# Compare Classifiers
*Paulo G. Martinez* Sat. Apr. 4, 2020

---

# classifier-kitchen-sink
Attempt efficient classifier comparison and promotion

## This is an experiment in "elegant brute force."
- Given a "large" but "tidy" data set with a "wide" set of potentially sparse and or redundant numeric, categorical, and datetime features and multiple "imbalaced" targets (not a multi class column, but two or more binary class target columns)
  - Attempt to find an efficient way of comparing the success of various classification models 
  -   each with various model configurations

P1. One of the premises of this experiment is that it would take "too much" time to assess the viability, let alone solve the problem using a "traditional" domain-knowledge based approach.

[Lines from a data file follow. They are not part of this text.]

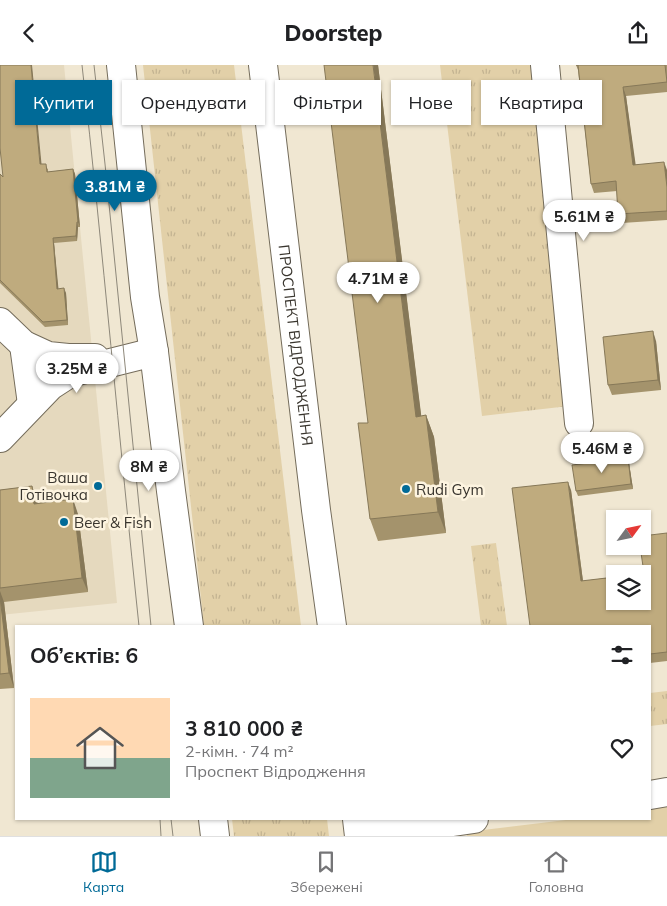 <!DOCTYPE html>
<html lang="uk">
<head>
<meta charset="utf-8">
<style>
	body { margin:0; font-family:Mulish,sans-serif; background:#f2f2f2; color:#202124; height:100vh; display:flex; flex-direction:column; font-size:19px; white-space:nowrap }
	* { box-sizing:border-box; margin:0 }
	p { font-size:16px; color:#757577 }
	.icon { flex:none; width:28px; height:28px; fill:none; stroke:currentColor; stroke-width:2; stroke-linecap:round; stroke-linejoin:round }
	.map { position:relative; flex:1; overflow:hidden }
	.side { position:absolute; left:15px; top:560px; width:636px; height:195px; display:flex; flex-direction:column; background:#fff; border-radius:0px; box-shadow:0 1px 4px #0004 }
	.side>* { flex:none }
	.hud { position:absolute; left:15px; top:15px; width:638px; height:45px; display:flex; gap:10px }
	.needle { width:32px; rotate:57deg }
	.controls { position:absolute; left:606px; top:445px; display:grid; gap:10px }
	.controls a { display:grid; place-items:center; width:45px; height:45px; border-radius:0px; background:#fff; box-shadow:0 1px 4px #0004; font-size:25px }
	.price { position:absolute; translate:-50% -42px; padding:0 11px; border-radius:18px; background:#fff; color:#222; font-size:16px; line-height:32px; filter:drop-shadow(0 1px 2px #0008) }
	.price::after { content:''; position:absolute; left:50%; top:30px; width:15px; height:11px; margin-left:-8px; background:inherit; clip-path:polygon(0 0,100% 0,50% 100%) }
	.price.current { background:#006a97; color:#fff }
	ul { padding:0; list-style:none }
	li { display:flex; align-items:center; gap:15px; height:125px; padding:0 15px }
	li+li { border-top:1px solid #e0e0e0 }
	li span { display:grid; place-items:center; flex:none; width:140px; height:100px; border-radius:0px; color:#555 }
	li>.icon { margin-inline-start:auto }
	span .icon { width:60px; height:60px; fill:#fffc; stroke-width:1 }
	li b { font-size:21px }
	h2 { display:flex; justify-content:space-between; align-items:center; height:60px; padding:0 15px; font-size:21px }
	.tag { padding:0 18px; border-radius:0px; background:#fff; box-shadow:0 1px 4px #0004; font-size:18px; line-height:45px }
	.tag.current { background:#006a97; color:#fff }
	header { display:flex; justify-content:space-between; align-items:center; height:65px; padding:0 15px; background:#fff; font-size:22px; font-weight:800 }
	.menu { display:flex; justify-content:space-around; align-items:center; height:70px; border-top:1px solid #e0e0e0; background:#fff; font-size:14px; color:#757577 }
	.menu a { display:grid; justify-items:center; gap:2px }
	.menu .current { color:#006a97 }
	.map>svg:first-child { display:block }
	.built { fill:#e5d9be }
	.grass { fill:url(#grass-tufts) }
	.pitch { fill:#e2d0a8 }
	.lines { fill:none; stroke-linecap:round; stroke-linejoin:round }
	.street-casing { stroke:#746c5b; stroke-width:30 }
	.secondary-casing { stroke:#746c5b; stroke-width:30 }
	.street { stroke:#fff; stroke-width:28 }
	.secondary { stroke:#fff; stroke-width:28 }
	.tram { stroke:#8e887a; stroke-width:1 }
	.wall { fill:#a4936c }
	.shaded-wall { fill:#867858 }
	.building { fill:#bfab7e; stroke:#867858 }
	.poi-dot { fill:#006a97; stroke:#fdf4e0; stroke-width:2 }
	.labels { text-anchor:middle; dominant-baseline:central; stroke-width:5; stroke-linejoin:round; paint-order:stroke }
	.street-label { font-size:15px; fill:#39352e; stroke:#fdf4e0 }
	.poi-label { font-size:15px; fill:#39352e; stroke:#fdf4e0; text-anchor:start }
</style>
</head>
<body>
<header><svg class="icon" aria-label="back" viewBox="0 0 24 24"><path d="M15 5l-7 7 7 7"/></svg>Doorstep<svg class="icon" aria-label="share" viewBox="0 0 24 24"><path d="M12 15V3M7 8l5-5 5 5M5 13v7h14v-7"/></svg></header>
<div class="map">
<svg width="667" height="771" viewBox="0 0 667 771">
	<defs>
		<pattern id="grass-tufts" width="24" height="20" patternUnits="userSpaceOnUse" patternTransform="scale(1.25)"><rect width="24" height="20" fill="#e2d0a8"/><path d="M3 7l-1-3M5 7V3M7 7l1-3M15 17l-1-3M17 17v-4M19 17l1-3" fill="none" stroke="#c3b391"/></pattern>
	</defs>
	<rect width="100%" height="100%" fill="#f0e7d2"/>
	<path class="built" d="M 0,0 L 64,0 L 117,538 L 0,550 Z"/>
	<g class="grass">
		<path d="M 143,0 L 234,0 L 301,561 L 204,561 Z"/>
		<path d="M 440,0 L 537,0 L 569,341 L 482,351 Z"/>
		<path d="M 496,478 L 507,561 L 481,561 L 471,481 Z"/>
		<path d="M 667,626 L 667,659 L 650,661 L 650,628 Z"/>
		<path d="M 232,754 L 327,754 L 329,771 L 234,771 Z"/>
	</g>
	<path class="pitch" d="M 667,742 L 667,771 L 467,771 L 467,767 L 574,754 L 650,754 L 650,744 Z"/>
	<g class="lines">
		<defs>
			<g id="street">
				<path d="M 545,0 L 579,358"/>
				<path d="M 24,280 L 32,339"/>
				<path d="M 650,730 L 667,727"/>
				<path d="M 359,770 L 474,754"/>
			</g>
			<g id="secondary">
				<path d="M 121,0 L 145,232 L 154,287 L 171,426 L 189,561"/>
				<path id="s1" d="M 263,0 L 316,445 L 332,561"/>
				<path d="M 0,257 L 24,280 L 48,291 L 68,293 L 95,293"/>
				<path d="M 0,373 L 50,321 L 70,308 L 154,287"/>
				<path d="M 213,754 L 215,771"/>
				<path d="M 357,754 L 359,771"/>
			</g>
		</defs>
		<use href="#street" class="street-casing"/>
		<use href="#secondary" class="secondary-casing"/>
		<use href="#street" class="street"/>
		<use href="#secondary" class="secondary"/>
		<g class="tram">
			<path d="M 82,0 C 103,187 119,374 139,561"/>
			<path d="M 94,0 L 105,99 L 151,561"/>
			<path d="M 160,754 L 161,771"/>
			<path d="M 171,754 L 173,771"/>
		</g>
	</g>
	<g class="wall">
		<path d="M 378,0 L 421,351 L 426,350 L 434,372 L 446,468 L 378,476 L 370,454 L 368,358 Z"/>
		<path d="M 576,0 L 667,0 L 667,27 L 626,31 L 635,100 L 667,105 L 667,155 L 622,158 L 618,149 L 617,126 L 594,128 L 591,119 L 578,5 Z"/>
		<path d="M 41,99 L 48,104 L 48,107 L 73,104 L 75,109 L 80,162 L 78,162 L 77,176 L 54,178 L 58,224 L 66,228 L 68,260 L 45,262 L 0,218 L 0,109 L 3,112 Z"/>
		<path d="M 656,276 L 661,325 L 612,330 L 608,320 Z"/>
		<path d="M 629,398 L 633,424 L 578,431 L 576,426 Z"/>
		<path d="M 32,421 L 38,438 L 78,449 L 88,527 L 4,537 L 14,623 L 0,624 L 0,425 Z"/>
		<path d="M 571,425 L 583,516 L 644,508 L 667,468 L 667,596 L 650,598 L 650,561 L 530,561 Z"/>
	</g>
	<g class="shaded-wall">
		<path d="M 31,0 L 32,0 L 42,104 L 40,99 Z"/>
		<path d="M 373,0 L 378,0 L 424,373 L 416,352 Z"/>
		<path d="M 623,22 L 626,31 L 637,109 L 633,100 Z"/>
		<path d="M 664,97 L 667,105 L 667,122 Z"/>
		<path d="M 73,104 L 75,109 L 80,162 L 78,157 Z"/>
		<path d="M 77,157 L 78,162 L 77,176 L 76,171 Z"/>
		<path d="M 53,173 L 54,178 L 59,229 L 57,224 Z"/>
		<path d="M 64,223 L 66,228 L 68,260 L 67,255 Z"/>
		<path d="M 653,266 L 656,276 L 661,325 L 658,315 Z"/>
		<path d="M 426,350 L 434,372 L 446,468 L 438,447 Z"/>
		<path d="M 628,393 L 629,398 L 633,424 L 631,419 Z"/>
		<path d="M 568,417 L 571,425 L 584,524 L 581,516 Z"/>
		<path d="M 32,421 L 37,436 L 39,453 L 34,439 Z"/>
		<path d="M 73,434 L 78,449 L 88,527 L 82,513 Z"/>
		<path d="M 0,526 L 4,537 L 14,623 L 9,608 L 0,532 Z"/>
	</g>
	<g class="building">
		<path d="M 0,0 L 31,0 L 40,99 L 46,99 L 47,107 L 73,104 L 78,157 L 77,157 L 76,171 L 53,173 L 57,224 L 64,223 L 67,255 L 43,257 L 0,215 L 0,109 L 3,112 L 0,83 Z"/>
		<path d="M 324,0 L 373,0 L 416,352 L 426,350 L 438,447 L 370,454 L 358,358 L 368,358 Z"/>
		<path d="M 576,0 L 665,0 L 667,17 L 623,22 L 633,100 L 664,97 L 667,122 L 667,146 L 618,149 L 616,116 L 591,119 L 578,0 Z"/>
		<path d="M 653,266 L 658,315 L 608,320 L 603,272 Z"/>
		<path d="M 628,393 L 631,419 L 576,426 L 572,400 Z"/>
		<path d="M 568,417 L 581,516 L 615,512 L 615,536 L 642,536 L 642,509 L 639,509 L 644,508 L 640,481 L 642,481 L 642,471 L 667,468 L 667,587 L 650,589 L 650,561 L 530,561 L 512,423 Z"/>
		<path d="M 32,421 L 34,439 L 73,434 L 82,513 L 0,523 L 0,425 Z"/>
		<path d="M 0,532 L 9,608 L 0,609 Z"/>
	</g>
	<g class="poi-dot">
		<circle cx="98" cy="421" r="5"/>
		<circle cx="406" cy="424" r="5"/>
		<circle cx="64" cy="457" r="5"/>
	</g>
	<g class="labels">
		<g class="street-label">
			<text stroke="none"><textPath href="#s1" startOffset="282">ПРОСПЕКТ ВІДРОДЖЕННЯ</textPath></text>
		</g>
		<g class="poi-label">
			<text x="88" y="412" text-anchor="end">Ваша<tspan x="88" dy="17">Готівочка</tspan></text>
			<text x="416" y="424">Rudi Gym</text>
			<text x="74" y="457">Beer &amp; Fish</text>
		</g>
	</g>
</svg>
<div class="controls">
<a><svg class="needle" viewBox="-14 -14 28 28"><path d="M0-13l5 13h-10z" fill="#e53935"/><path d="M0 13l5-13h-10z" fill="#757577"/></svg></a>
<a><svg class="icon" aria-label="layers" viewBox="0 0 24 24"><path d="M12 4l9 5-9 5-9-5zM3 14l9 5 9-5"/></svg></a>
</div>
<b class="price current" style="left:115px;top:147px">3.81M ₴</b>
<b class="price" style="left:584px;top:177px">5.61M ₴</b>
<b class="price" style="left:378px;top:239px">4.71M ₴</b>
<b class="price" style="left:77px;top:329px">3.25M ₴</b>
<b class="price" style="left:602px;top:409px">5.46M ₴</b>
<b class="price" style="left:149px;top:427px">8M ₴</b>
<div class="hud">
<a class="tag current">Купити</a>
<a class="tag">Орендувати</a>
<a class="tag">Фільтри</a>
<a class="tag">Нове</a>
<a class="tag">Квартира</a>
</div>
<section class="side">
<h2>Об’єктів: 6<svg class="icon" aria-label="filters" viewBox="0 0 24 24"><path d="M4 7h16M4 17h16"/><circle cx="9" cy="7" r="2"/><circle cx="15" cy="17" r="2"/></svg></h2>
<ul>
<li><span style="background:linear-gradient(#ffd9b3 60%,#7fa58c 0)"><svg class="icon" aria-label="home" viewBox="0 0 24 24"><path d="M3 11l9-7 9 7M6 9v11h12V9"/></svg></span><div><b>3 810 000 ₴</b><p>2-кімн. · 74 m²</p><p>Проспект Відродження</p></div><svg class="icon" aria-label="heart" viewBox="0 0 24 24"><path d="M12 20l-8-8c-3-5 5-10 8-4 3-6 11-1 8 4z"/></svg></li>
</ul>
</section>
</div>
<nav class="menu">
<a class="current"><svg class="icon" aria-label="map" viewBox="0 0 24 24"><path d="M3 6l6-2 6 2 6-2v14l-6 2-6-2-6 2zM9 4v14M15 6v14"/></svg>Карта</a>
<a><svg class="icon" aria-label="saved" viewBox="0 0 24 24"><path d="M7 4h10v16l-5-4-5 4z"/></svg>Збережені</a>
<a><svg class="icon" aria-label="home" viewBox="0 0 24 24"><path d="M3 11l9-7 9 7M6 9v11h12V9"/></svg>Головна</a>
</nav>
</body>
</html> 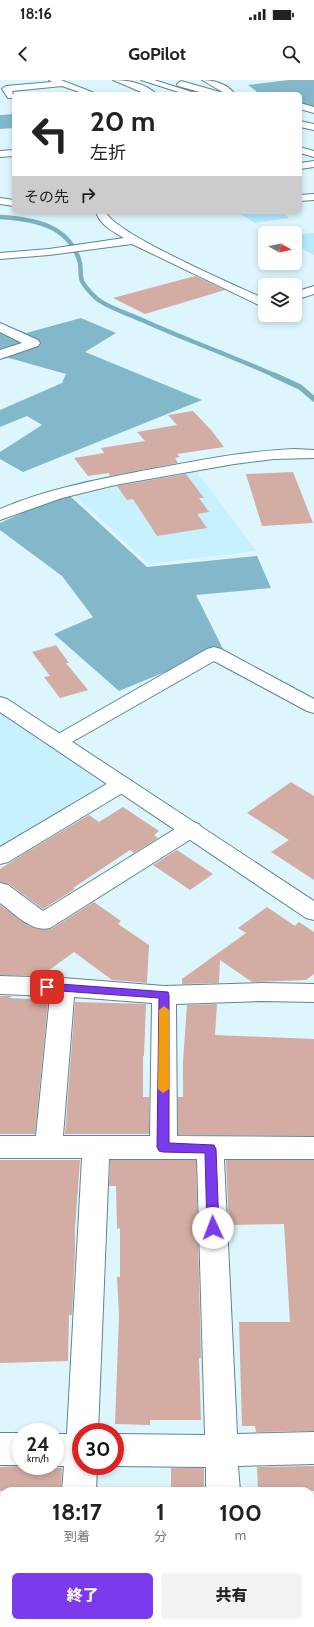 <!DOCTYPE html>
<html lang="ja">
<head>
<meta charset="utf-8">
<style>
  :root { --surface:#fff; --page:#f2f2f2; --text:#222; --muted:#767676; --accent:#7c3aed }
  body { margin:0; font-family:Cabin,"Noto Sans JP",sans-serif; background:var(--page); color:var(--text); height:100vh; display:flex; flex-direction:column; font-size:15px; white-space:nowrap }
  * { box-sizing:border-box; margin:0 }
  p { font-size:13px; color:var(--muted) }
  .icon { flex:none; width:22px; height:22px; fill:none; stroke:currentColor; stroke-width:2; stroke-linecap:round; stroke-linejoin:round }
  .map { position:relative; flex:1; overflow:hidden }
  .details { position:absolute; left:0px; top:1407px; width:314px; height:140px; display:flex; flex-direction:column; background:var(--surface); border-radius:12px 12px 0 0; box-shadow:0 2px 6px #0003 }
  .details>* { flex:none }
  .banner { position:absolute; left:12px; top:12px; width:290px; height:122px; border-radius:6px; box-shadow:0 2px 6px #0003; background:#fff; color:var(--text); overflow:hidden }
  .needle { width:26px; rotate:98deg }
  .fabs { position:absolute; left:258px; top:146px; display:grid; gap:8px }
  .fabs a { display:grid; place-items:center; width:44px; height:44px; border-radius:6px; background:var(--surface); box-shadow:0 2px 6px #0003; font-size:20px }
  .speed { position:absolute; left:12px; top:1343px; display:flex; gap:8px; font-size:20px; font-weight:700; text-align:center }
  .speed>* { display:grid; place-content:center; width:52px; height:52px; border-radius:50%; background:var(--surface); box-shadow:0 2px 6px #0003; line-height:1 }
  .speed small { font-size:10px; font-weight:400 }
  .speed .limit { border:6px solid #d22; background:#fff; color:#111 }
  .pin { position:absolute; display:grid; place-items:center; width:34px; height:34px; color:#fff; margin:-17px; border-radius:8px; box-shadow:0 2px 6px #0006 }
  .me { position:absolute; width:44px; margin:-22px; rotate:358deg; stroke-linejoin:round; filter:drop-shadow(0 0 3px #0008) }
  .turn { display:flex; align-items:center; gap:14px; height:84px; padding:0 12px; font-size:18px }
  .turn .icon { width:52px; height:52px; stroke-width:2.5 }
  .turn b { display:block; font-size:28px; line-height:34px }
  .then { display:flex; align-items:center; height:38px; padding:0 12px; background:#0003; gap:8px; font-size:15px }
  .eta { display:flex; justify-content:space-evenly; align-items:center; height:68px; text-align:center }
  .eta b { font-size:24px; font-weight:800; line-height:28px }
  .action { display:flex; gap:8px; margin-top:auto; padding:8px 12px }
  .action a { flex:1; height:46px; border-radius:6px; background:var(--accent); color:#fff; font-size:16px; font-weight:800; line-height:46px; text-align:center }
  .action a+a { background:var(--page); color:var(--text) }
  .status { display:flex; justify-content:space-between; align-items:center; height:28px; padding:0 20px; background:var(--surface); direction:ltr }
  .status svg { height:11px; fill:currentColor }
  header { display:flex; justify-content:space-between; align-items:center; height:52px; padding:0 12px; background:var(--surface); font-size:18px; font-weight:800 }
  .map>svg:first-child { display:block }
</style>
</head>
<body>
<div class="status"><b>18:16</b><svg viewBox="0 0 49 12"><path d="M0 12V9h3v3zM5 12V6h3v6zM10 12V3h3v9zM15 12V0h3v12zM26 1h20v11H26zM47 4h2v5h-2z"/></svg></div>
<header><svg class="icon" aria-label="back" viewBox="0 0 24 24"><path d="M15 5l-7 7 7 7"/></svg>GoPilot<svg class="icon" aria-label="search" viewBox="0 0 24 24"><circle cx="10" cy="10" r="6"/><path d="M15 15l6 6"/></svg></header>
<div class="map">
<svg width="314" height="1547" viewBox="0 0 314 1547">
  <rect width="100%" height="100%" fill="#ddf6fe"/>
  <path fill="#c7f1fe" d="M196,391L256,471L149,484L72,413Z
    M0,623L122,704L0,777Z"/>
  <path fill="#b3eafc" d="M237,132H282L289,138L255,143Z
    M314,153V175L295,165V155Z"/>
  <path fill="#82b8c9" d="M289,0H314V28L300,25V14H260L248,5Z
    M14,34V48L0,49V35Z
    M81,238L116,253L85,272L202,320L23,392L0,379V372L42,345L27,336L0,347V330L62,303L66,294L9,278L0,279V243L26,253Z
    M70,416L147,487L257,476L271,508L196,515L225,573L170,590L119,611L54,554L93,537L62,496L0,450V443L33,428Z"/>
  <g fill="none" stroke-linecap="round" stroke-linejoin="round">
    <path stroke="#7ab0c0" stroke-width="4.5" d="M0,137C34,139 70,145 80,183C81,189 80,195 82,201C84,206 95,218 100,221C112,229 129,234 142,240C186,260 232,276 276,296"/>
    <path stroke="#7ab0c0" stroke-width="5.5" d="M274,295L300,307L314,319"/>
  </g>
  <path fill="#d3aca3" d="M195,196L225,210L145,234L113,218Z
    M193,331L212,351L224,367L177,374L180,377L175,378L178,383L110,396L109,393L88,396L74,378L104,373L101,368L145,361L137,352L177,345L168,335Z
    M293,392L313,443L262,446L246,394Z
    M186,394L204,418H199L209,432L197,434L207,448L157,456L133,419L127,420L117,406Z
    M56,565L69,583H66L88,610L60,618L44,597L50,596L32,572Z
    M291,702L314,716V800L271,772L289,760L247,733Z
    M123,727L159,751L154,755L158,758L134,773L130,770L73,808L75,809L43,829L9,804L0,802V789L22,775L89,735L99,742Z
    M177,770L213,794L190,810L153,785Z
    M94,822L121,841L118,844L149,865L147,903L112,900L74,872L41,896L0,895V825L29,846L43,850L51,849Z
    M267,827L295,846L299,842L314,852V894L306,900L252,902L220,880L219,903L182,904V899L246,853L238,848Z
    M0,916H12L9,918L46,920L45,922H48L35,1054H0Z
    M75,922L146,924L144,976H143V1017H149V1054H65Z
    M217,924L215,955L314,959V1056L178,1055V1017H183V982L187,925Z
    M0,1080H80L75,1148V1172L72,1235H69L68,1281L0,1283Z
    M110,1080H196L201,1278H199L201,1340H150V1345L115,1344L119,1236L117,1197H120V1148L117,1149L116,1106H109Z
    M226,1080H314V1351L256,1352L255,1346H242L239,1242H290L284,1144L229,1145Z
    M21,1386L62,1388L61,1411H0V1387Z
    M314,1386V1411H258L257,1387Z
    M171,1388H204V1411H171Z"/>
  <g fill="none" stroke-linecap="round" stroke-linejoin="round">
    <defs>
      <path id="street" d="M49,0H61L97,14H85L62,6L12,11L14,18H8L2,9L6,6L52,2Z
        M113,0C127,0 146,3 156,14H146Z
        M14,70V76L0,77V71Z
        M314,81V87L300,89V83Z
        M314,114V120L300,121V115Z
        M0,118L14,120V126L0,124Z
        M96,132H106C113,153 239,207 265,219V228L132,164L49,175L0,179V173L49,169L124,158C112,151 100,145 96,132Z
        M314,206V214L295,220V212Z
        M0,243L38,260L40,263L38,266L0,279V270L22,263L0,252Z
        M214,567L221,569L314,619V633L307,631L214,581L65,666L58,668L51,666L48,662L51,658L207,569Z
        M122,697L129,699L132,704L129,709L8,782L0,784V767L115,699Z
        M191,742L199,744L202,749L199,754L50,848C32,853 14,833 0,823V803L8,805L43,831L183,744Z
        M0,896L63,898L164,906L262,903L314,904V922L262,921L176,924L177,1056L314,1057V1079H224L237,1354L314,1352V1384L238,1386L240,1411H206V1387L115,1386V1354L205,1355L197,1079H109L98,1352H81V1386H97L96,1411H62L64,1386H55V1354H67L82,1078H0V1056H36L50,916L0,914ZM74,917L152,923L150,1056H63Z
        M0,1353H21V1385H0Z
        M53,1543H89L88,1547H52Z
        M210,1543H246V1547H210Z"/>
      <path id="secondary" d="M202,0C214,0 227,4 235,14H226Z
        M300,23L314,27V33L300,29Z
        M300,67L314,71V77L300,73Z
        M294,369L314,370V378L274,379L234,384L115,405L62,418L0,440V429C49,408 101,399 152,389C199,380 246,371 294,369Z
        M0,617L7,619L314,821V840L306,838L0,632Z"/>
      <path id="highway" d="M141,0H154L198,14H185Z
        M181,1L220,12L221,14H207L178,6L177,4Z
        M300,41L314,44V50L300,47Z"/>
    </defs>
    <use href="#street" stroke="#5e8592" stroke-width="2"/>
    <use href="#secondary" stroke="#5e8592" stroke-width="2"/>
    <use href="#highway" stroke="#5e8592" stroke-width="2"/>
    <use href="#street" fill="#fff" fill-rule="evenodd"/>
    <use href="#secondary" fill="#fff" fill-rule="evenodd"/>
    <use href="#highway" fill="#fff" fill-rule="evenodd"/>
  </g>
  <path fill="#7c3aed" stroke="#51269a" d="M47,903L168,912L169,915V1063L214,1065L216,1069L219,1148L217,1152L213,1153L209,1152L207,1148L205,1073L163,1072L159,1071L157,1067L159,918L47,910L42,907Z"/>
  <path fill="#f59e0b" d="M164,926L169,930V1009L163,1013L158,1009L159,930Z"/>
</svg>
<div class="fabs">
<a><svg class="needle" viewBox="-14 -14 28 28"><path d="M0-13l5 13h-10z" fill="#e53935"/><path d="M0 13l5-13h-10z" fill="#767676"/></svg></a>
<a><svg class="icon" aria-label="layers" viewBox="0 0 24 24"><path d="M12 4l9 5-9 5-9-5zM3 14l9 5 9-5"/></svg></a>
</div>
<div class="speed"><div>24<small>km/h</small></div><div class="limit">30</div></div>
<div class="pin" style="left:47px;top:907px;background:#d93025"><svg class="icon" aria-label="arrive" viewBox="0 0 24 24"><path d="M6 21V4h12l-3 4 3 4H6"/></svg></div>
<svg class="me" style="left:213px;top:1148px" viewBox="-20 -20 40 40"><circle r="19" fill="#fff"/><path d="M0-13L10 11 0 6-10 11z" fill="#7c3aed"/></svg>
<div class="banner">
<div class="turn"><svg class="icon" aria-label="left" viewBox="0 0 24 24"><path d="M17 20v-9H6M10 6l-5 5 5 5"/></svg><div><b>20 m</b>左折</div></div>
<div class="then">その先<svg class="icon" aria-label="right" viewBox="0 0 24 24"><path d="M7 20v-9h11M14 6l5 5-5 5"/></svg></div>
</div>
<section class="details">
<div class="eta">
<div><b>18:17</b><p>到着</p></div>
<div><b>1</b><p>分</p></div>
<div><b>100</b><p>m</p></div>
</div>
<div class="action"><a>終了</a><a>共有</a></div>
</section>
</div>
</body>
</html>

P2. Another premise is that compute and memory resources are so limited that a brute force iteration through models would also take "too long."

## Workflow 1.0
"Failing Fast." We begin with the most challenging but easiest to compute configurations in hopes of fiding success before having to "bloat" all the way up to full brute-force iteration

For each binary-classification target
- find "natural" class_weights
- for sample_size in [small, medium, ... large, full]:
  - for weight_balance in [natural_weights, slight_upsample, ..., aggressive_upsample]:
    - for model in [rf, cnb, boost, etc]:
      - pre-process features
        - impute nulls
        - perhaps scale
        - fit, train, test model
        - score model
        - score feature importance
        - while model scores unsatisfactorily and features refinement is possible:
          - refine feature selection
          - refit, retrain, retest, rescore
          - (if model fails to score satisfactorily move on to next model)
        - **if model scores satisfactorily on sample**
          - save model, its score and config to "training_sample_weight_success"
             - out_of_sample test and score model on increasingly larger samples
            - **if model scores satisfactorily when "generalized" to data out of its training sample:**
              - save model, its score and config to "training_sample_weight_generalsample_success"
              - (if model failed to generalize well move on to next model)
      - (when all models have been evaluated on this class weight, upsample and repeat.)
    - (when all weight resampling's have been attempted increase the sample size and repeat.)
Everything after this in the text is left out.